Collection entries
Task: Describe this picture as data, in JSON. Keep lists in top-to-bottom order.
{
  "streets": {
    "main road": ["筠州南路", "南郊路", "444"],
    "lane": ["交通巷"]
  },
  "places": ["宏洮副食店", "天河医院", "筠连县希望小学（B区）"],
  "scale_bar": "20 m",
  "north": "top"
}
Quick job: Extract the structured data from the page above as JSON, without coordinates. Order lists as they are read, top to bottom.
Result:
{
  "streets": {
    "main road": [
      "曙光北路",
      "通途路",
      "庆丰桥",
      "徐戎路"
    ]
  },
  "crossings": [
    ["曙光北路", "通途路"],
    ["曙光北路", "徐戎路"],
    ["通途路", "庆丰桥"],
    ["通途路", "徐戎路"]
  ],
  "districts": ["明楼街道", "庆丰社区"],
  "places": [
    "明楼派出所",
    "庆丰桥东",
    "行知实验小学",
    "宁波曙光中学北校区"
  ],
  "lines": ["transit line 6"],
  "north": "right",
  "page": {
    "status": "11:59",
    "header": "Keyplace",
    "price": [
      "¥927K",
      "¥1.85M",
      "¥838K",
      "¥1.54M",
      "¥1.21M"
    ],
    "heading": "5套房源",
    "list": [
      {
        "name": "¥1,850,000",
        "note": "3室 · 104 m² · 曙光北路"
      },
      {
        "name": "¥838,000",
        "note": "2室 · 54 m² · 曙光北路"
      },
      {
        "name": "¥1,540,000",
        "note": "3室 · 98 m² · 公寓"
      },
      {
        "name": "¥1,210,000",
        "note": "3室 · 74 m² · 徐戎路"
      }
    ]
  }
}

# Exercise details
For each line in the data, set it down again exactly.

# Your response
Task: Describe this picture as data, in JSON. Keep lists in top-to-bottom order.
{
  "streets": {
    "main road": ["筠州南路", "南郊路", "444"],
    "lane": ["交通巷"]
  },
  "places": ["宏洮副食店", "天河医院", "筠连县希望小学（B区）"],
  "scale_bar": "20 m",
  "north": "top"
}
Quick job: Extract the structured data from the page above as JSON, without coordinates. Order lists as they are read, top to bottom.
Result:
{
  "streets": {
    "main road": [
      "曙光北路",
      "通途路",
      "庆丰桥",
      "徐戎路"
    ]
  },
  "crossings": [
    ["曙光北路", "通途路"],
    ["曙光北路", "徐戎路"],
    ["通途路", "庆丰桥"],
    ["通途路", "徐戎路"]
  ],
  "districts": ["明楼街道", "庆丰社区"],
  "places": [
    "明楼派出所",
    "庆丰桥东",
    "行知实验小学",
    "宁波曙光中学北校区"
  ],
  "lines": ["transit line 6"],
  "north": "right",
  "page": {
    "status": "11:59",
    "header": "Keyplace",
    "price": [
      "¥927K",
      "¥1.85M",
      "¥838K",
      "¥1.54M",
      "¥1.21M"
    ],
    "heading": "5套房源",
    "list": [
      {
        "name": "¥1,850,000",
        "note": "3室 · 104 m² · 曙光北路"
      },
      {
        "name": "¥838,000",
        "note": "2室 · 54 m² · 曙光北路"
      },
      {
        "name": "¥1,540,000",
        "note": "3室 · 98 m² · 公寓"
      },
      {
        "name": "¥1,210,000",
        "note": "3室 · 74 m² · 徐戎路"
      }
    ]
  }
}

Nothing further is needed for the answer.